## WHAT THIS TASK INVOLVES
In how many lines of the material below does the string "grid" appear? Answer with a single number.

## RECORDS PROVIDED

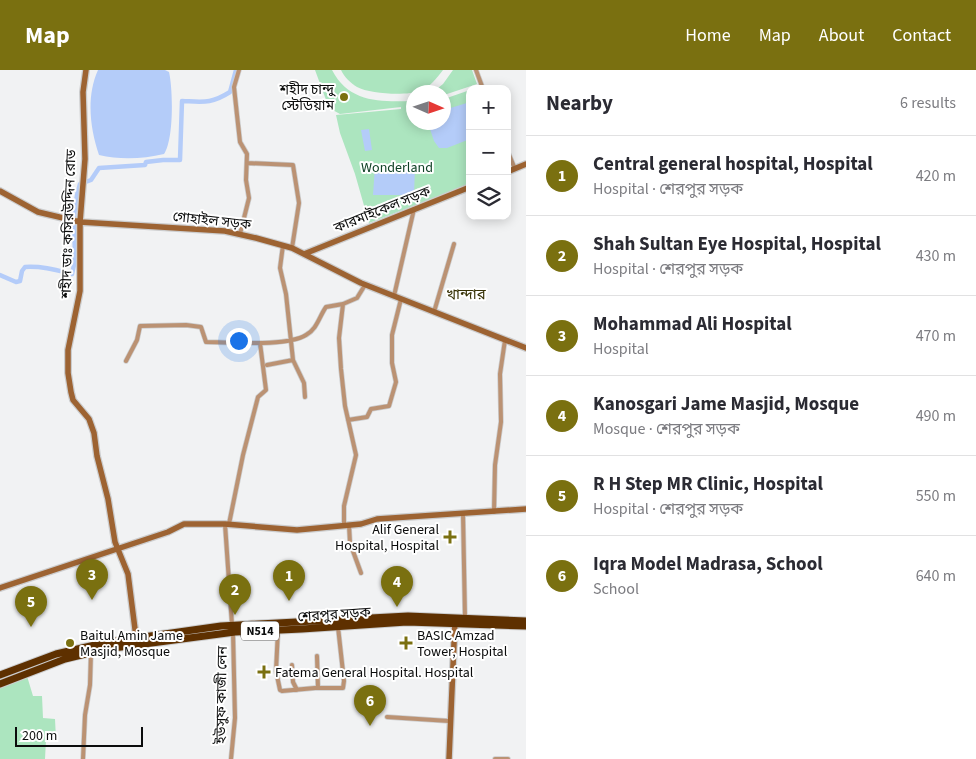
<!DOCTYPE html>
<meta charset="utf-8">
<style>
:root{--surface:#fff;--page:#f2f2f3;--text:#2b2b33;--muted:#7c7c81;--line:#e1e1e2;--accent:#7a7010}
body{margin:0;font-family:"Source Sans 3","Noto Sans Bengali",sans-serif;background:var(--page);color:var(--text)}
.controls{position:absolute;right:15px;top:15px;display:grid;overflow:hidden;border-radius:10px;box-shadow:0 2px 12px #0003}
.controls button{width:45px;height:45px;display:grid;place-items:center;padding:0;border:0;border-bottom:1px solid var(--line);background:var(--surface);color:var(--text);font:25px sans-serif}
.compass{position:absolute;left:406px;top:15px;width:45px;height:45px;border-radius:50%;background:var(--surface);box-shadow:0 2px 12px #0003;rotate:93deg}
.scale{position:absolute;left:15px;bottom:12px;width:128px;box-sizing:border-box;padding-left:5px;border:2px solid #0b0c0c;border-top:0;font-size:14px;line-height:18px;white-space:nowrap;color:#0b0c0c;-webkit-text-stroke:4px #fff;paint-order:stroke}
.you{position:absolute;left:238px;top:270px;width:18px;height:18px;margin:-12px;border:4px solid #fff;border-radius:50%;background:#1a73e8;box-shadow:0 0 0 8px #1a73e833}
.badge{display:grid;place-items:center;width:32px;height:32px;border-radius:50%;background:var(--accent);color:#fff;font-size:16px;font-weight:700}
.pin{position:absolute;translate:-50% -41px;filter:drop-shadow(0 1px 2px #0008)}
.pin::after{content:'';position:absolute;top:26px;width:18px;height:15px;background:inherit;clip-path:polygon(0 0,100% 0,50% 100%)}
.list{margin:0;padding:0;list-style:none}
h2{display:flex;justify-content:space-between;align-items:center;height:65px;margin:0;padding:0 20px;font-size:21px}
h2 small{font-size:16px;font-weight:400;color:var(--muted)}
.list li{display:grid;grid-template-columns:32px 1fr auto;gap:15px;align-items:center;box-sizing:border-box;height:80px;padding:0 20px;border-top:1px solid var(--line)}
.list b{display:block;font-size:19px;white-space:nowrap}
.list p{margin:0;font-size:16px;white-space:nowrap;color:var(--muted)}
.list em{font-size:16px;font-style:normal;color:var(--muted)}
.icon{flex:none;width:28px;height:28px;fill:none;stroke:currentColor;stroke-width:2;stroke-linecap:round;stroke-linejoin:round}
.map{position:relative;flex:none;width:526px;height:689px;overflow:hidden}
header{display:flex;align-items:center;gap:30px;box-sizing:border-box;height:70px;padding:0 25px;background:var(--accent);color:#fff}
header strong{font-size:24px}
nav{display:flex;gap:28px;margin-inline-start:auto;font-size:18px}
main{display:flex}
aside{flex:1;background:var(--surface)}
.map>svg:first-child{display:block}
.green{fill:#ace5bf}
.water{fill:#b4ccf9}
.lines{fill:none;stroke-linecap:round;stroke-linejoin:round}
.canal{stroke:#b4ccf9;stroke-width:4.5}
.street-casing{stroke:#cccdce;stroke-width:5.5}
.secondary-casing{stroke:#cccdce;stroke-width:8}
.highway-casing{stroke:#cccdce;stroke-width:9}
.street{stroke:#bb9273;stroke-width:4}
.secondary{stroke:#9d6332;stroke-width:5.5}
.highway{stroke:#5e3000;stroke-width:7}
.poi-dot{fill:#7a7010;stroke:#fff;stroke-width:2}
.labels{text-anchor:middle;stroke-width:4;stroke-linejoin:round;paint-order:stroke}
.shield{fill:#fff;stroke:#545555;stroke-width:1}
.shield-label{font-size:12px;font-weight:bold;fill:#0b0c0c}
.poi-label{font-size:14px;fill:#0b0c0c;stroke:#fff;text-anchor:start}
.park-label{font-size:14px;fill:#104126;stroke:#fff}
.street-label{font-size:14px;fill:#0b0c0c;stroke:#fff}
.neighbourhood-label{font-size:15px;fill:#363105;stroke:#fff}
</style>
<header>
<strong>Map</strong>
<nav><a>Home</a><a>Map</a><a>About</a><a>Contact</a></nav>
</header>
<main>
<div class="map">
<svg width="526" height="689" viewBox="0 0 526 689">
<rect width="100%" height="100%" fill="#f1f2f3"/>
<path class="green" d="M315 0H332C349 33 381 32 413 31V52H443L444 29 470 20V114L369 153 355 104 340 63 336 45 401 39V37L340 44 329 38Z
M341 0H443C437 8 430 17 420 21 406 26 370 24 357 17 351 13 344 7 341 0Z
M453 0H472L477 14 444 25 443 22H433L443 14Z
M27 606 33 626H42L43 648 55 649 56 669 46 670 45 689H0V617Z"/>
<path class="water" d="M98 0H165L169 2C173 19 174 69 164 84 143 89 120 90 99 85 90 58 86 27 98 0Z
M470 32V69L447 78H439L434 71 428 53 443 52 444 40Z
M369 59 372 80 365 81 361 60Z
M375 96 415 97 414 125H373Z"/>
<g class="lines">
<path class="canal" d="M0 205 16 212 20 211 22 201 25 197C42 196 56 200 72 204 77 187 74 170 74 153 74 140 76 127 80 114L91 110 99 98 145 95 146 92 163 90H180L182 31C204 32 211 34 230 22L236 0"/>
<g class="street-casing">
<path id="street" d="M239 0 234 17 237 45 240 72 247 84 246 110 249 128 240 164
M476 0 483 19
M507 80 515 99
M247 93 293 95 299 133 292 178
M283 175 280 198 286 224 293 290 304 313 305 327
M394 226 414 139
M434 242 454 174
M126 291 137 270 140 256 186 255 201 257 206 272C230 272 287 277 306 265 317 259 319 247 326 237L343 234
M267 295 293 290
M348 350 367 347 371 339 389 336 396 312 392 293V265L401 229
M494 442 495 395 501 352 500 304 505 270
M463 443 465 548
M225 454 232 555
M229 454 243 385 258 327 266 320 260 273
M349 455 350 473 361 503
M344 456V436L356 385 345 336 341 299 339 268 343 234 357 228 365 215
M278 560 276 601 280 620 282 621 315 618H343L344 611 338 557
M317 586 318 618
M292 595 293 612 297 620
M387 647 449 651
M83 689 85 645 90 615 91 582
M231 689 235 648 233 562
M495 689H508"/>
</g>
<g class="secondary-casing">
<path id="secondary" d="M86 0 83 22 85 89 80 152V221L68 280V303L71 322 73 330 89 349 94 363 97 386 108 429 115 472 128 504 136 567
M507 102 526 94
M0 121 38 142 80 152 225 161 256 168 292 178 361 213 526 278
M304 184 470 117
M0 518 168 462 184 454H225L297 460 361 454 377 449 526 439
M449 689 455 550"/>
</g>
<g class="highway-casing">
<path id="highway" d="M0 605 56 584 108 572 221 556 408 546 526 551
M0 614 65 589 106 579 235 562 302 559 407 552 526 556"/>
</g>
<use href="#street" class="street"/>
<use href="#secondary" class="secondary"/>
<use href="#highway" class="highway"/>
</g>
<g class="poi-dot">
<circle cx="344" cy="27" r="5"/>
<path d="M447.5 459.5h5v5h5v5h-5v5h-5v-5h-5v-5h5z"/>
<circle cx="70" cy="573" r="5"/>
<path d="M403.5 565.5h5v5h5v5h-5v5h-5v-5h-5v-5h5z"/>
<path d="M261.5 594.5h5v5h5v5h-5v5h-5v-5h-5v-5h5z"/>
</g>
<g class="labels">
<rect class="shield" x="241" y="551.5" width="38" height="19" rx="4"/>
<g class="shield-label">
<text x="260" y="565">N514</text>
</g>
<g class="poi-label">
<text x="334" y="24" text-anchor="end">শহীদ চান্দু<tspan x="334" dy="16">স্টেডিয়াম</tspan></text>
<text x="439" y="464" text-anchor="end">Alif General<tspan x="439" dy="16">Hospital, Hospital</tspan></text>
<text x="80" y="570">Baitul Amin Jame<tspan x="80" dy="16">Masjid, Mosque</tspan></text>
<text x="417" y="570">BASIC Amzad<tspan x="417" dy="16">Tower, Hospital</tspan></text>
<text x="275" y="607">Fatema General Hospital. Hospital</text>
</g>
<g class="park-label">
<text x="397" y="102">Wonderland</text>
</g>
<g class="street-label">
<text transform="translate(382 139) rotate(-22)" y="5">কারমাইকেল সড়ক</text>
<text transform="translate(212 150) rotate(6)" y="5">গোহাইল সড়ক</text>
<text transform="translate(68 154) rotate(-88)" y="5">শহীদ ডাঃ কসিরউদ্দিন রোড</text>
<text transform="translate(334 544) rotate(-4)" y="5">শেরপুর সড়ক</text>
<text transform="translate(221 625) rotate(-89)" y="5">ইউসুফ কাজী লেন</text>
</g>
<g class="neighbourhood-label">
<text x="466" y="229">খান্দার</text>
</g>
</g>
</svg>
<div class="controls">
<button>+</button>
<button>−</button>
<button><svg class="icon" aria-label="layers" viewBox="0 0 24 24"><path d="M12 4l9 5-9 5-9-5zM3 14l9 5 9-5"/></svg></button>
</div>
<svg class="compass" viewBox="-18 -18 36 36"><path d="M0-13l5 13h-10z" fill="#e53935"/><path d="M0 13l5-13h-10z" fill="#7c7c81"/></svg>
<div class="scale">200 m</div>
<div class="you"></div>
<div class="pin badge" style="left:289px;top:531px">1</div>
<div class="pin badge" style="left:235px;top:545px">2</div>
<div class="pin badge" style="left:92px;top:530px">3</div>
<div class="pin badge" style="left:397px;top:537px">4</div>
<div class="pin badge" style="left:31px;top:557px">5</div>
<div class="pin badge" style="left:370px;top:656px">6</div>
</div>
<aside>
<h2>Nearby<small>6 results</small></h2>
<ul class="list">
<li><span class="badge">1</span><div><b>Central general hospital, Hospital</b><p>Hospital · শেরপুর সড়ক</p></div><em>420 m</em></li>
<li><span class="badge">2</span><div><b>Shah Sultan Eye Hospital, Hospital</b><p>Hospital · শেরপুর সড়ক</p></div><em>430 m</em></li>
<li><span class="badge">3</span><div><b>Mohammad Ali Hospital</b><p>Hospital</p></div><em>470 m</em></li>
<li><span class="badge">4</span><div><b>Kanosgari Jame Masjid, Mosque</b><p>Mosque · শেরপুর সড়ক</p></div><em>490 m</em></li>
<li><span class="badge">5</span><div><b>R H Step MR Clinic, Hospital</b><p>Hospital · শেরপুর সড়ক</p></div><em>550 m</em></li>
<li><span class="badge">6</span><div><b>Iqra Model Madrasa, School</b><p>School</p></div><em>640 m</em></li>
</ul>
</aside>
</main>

## RESULT FOR THIS TASK
4